Questa telecamera dovrebbe riconoscere gli oggetti sul prato, evitare collisioni e aiutare il robot a continuare a lavorare anche con un segnale satellitare più debole, finché riesce a identificare in modo sicuro l’erba davanti a sé. Questa è una differenza importante: la Vision non serve solo per il riconoscimento degli ostacoli, ma non è nemmeno un sostituto di una base di posizionamento stabile. La telecamera vede una palla, un cono o un giocattolo. Tuttavia non può eliminare una cattiva pianificazione delle mappe, una stazione di ricarica posizionata in modo non adatto o una lacuna di segnale WLAN.
Per la pratica significa questo: la delimitazione, la mappatura e la gestione delle zone passano dall’app, dal WLAN e dalla posizione satellitare. La telecamera si occupa dell’ambiente immediato. Il sistema di taglio sottostante resta classico Husqvarna: tre lame a sospensione libera su un piatto di taglio da 22 cm. Se l’immagine di taglio diventa grigia, sfilacciata o non uniforme, allora quasi mai si tratta di un problema “AI”, ma prima di tutto di lame, piatto, residui d’erba o altezza di taglio.
Un punto che nel marketing si può facilmente trascurare: con 308V e 312V la funzione Vision lavora durante il giorno. Il robot può comunque falciare di notte secondo la pianificazione, ma le funzioni Vision supportate dalla telecamera non sono disponibili in modo altrettanto efficace. Chi ha molti giochi, animali o aree disordinate dovrebbe quindi pianificare consapevolmente i principali orari di taglio nelle ore diurne luminose.
308V o 312V: le differenze spiegate in modo chiaro
Gli apparecchi sono tecnicamente molto affini. Entrambi utilizzano confini virtuali, Wi-Fi, Bluetooth, Automower Connect, navigazione supportata da satelliti, AI-Vision, tre lame, una larghezza di taglio di 22 cm e una regolazione manuale dell’altezza di taglio da 20 a 50 mm. La differenza decisiva non sta in una “fotocamera migliore” del 312V, ma nella capacità di copertura e nel tempo disponibile.
| Caratteristica | Automower 308V | Automower 312V |
|---|---|---|
| Superficie con schema di taglio regolare | fino a 800 m² | fino a 1.200 m² |
| Superficie con schema di taglio irregolare | ca. 500 m² | ca. 800 m² |
| Tempo di funzionamento massimo al giorno | 10 ore | 15 ore |
| Massima pendenza nell’area di lavoro | 40 % | 40 % |
| Sistema di taglio | 3 lame oscillanti, 22 cm | 3 lame oscillanti, 22 cm |
| Profilo d’impiego adatto | aree piccole e medie, ben strutturate | aree più grandi e maggiormente suddivise, con maggiore necessità di tempo di taglio |
L’indicazione del produttore relativa all’area non deve essere confusa con la dimensione del proprio terreno. Un rettangolo aperto spesso si avvicina alle indicazioni. In un giardino articolato con più zone, passaggi stretti, molte isole di alberi, lunghi percorsi di ritorno fino alla stazione e brevi finestre di taglio consentite, il 312V è di solito la scelta più realistica – anche se, calcolando la sola superficie erbosa, questa rientrasse ancora nell’intervallo del 308V.
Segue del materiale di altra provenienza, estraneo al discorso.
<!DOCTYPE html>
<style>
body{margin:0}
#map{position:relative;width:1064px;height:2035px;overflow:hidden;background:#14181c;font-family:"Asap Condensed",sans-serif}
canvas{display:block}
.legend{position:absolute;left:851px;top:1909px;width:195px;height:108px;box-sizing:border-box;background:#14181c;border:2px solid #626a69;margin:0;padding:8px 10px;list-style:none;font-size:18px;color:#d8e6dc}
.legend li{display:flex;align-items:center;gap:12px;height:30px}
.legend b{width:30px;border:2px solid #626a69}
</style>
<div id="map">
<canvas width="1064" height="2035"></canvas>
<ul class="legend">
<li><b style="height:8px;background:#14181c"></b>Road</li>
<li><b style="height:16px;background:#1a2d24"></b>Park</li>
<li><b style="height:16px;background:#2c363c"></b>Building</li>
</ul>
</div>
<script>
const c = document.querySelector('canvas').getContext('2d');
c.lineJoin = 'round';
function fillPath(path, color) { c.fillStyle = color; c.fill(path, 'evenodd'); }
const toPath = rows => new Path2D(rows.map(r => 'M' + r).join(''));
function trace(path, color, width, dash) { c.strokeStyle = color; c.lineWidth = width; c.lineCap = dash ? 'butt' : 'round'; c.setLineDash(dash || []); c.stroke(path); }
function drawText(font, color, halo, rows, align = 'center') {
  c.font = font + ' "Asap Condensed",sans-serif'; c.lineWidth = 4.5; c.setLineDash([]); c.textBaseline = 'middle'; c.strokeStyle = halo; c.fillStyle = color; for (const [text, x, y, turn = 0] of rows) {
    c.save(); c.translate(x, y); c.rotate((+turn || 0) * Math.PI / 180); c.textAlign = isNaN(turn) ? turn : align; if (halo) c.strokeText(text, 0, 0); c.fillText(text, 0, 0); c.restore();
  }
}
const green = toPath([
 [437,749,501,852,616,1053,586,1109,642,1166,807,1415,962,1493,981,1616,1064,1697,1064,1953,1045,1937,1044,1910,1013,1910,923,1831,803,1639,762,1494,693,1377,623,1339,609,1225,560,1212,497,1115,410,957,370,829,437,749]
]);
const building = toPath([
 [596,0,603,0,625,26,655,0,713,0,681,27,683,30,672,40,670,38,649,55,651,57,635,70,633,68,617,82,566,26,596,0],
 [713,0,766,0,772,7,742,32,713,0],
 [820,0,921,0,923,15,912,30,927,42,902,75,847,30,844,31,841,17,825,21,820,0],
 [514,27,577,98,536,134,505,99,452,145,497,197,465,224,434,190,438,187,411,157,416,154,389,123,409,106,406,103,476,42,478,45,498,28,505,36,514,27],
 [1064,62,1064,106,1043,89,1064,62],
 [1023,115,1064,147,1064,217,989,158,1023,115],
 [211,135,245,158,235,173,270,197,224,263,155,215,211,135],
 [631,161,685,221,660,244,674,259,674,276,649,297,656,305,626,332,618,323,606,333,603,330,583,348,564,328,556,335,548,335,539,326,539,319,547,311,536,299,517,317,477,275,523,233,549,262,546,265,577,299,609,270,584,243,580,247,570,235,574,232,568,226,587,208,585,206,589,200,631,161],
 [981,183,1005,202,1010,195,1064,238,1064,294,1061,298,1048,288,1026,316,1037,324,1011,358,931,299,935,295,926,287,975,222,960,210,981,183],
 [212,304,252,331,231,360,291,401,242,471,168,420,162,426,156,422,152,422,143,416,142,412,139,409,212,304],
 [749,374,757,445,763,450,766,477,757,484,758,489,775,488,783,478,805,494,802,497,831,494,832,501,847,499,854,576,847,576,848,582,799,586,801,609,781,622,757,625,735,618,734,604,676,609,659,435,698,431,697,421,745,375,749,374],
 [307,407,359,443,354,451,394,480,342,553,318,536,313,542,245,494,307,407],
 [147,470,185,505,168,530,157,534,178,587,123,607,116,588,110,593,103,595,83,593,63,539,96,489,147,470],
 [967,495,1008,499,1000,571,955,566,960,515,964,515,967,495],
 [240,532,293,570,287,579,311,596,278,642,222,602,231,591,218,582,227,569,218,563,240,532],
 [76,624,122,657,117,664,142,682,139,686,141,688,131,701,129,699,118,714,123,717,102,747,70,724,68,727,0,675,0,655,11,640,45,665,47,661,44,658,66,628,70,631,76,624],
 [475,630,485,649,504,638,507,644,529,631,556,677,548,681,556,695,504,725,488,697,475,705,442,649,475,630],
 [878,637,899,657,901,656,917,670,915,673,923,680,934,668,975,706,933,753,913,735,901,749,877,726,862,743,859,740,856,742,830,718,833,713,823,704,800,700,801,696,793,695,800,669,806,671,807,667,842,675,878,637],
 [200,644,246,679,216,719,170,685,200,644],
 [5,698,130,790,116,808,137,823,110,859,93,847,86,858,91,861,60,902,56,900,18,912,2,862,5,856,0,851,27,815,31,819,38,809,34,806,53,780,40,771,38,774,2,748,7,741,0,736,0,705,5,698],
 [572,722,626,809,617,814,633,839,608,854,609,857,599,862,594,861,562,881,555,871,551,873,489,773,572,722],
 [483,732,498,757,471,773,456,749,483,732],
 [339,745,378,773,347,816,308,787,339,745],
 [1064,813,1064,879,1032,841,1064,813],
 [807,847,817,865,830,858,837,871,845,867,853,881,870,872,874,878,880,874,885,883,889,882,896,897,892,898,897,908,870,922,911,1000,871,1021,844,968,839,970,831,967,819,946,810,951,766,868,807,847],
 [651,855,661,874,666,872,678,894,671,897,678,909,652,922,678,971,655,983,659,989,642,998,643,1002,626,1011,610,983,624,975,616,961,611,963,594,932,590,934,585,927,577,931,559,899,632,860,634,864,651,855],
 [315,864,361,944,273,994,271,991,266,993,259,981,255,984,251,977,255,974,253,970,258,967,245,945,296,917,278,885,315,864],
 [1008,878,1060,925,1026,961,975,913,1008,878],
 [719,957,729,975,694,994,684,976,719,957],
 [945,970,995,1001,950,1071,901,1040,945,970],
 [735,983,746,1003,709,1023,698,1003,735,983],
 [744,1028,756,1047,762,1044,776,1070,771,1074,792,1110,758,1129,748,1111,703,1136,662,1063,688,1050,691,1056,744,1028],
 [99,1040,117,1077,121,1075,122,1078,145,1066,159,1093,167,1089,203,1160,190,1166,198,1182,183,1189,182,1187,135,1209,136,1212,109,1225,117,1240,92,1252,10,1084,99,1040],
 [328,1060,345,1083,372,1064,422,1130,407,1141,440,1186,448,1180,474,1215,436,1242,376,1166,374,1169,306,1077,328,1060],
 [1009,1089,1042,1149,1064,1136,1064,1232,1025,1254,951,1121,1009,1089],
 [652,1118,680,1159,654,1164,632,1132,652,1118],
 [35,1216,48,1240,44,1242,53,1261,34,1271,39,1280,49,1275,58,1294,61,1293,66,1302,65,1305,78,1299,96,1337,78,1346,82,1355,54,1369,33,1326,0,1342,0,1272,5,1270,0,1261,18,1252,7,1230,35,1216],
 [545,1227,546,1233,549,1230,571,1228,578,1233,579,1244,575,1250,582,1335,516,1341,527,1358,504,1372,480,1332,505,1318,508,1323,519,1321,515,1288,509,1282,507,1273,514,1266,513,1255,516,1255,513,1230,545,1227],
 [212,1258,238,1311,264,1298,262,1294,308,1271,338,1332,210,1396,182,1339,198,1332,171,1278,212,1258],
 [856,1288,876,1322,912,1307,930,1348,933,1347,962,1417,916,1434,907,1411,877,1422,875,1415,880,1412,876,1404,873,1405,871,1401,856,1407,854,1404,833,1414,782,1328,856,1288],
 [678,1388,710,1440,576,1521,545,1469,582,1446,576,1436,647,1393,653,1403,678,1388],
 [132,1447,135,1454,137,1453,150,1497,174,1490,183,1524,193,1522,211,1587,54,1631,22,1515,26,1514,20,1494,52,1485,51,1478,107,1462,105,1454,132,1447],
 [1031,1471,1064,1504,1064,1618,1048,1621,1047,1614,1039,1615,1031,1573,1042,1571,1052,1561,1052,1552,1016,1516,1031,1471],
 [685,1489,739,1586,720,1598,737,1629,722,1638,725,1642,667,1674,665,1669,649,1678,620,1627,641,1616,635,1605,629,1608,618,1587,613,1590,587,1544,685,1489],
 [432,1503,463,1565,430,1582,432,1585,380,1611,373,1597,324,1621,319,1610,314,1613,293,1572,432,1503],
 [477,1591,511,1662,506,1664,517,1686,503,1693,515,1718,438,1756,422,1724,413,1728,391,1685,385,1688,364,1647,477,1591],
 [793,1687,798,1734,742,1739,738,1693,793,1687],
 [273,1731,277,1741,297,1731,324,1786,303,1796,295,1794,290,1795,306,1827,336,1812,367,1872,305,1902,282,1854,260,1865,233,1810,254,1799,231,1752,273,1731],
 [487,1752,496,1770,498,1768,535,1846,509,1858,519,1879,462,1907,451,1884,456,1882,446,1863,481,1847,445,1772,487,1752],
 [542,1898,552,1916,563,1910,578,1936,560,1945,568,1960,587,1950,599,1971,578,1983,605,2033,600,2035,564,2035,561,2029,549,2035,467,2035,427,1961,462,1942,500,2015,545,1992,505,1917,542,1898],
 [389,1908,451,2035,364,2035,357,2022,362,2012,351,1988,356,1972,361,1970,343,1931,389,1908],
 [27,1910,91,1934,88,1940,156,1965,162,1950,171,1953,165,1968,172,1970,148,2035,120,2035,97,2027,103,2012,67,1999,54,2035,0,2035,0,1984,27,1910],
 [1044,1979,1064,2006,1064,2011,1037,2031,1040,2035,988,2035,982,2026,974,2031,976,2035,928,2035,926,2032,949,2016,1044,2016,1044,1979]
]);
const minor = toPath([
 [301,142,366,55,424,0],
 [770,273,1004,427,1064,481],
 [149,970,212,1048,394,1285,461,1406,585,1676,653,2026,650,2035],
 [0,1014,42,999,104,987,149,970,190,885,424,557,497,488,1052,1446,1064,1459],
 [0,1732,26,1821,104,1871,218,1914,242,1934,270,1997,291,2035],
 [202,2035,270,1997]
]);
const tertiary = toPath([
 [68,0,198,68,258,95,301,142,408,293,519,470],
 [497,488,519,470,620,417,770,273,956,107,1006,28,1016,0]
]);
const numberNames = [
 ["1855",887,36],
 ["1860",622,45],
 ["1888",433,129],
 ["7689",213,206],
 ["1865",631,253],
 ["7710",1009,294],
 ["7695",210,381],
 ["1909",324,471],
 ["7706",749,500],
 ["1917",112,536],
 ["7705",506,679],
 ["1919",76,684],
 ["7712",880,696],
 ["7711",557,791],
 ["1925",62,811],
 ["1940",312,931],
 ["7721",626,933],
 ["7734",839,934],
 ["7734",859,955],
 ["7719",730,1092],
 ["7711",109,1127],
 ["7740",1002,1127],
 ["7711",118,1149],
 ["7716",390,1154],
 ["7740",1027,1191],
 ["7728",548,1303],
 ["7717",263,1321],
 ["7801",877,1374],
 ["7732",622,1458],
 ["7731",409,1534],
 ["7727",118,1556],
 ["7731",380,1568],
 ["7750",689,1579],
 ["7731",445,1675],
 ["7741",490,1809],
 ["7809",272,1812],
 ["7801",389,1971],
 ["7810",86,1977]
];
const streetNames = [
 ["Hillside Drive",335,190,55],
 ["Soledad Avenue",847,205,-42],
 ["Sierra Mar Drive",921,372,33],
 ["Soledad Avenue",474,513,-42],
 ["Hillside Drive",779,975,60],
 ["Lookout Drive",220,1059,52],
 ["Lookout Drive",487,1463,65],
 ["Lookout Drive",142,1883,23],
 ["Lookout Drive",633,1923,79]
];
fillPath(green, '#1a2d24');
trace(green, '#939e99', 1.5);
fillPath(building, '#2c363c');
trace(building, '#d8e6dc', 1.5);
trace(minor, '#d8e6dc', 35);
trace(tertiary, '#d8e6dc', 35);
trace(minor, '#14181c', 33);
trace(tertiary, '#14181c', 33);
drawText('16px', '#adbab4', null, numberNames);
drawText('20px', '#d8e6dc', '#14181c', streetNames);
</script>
Anche il modello di taglio modifica il calcolo. Chi desidera utilizzare corsie visibili, una disposizione a scacchiera o triangoli può considerare la prestazione di superficie sistematica. Chi preferisce un taglio più simile a un tappeto, quindi più uniforme e irregolare, dovrebbe pianificare con il 308V circa 500 m² e con il 312V circa 800 m². Non è un difetto, ma la conseguenza del fatto che il modello che appare più casuale richiede più passaggi.
Regola pratica: Non è solo la dimensione del terreno a decidere. Molte zone, aree in ombra e passaggi stretti richiedono tempo di taglio – e fanno propendere più rapidamente per il 312V rispetto a un semplice numero di metri quadrati.
Il 308V riconosce in modo affidabile piccoli rami, giocattoli e animali?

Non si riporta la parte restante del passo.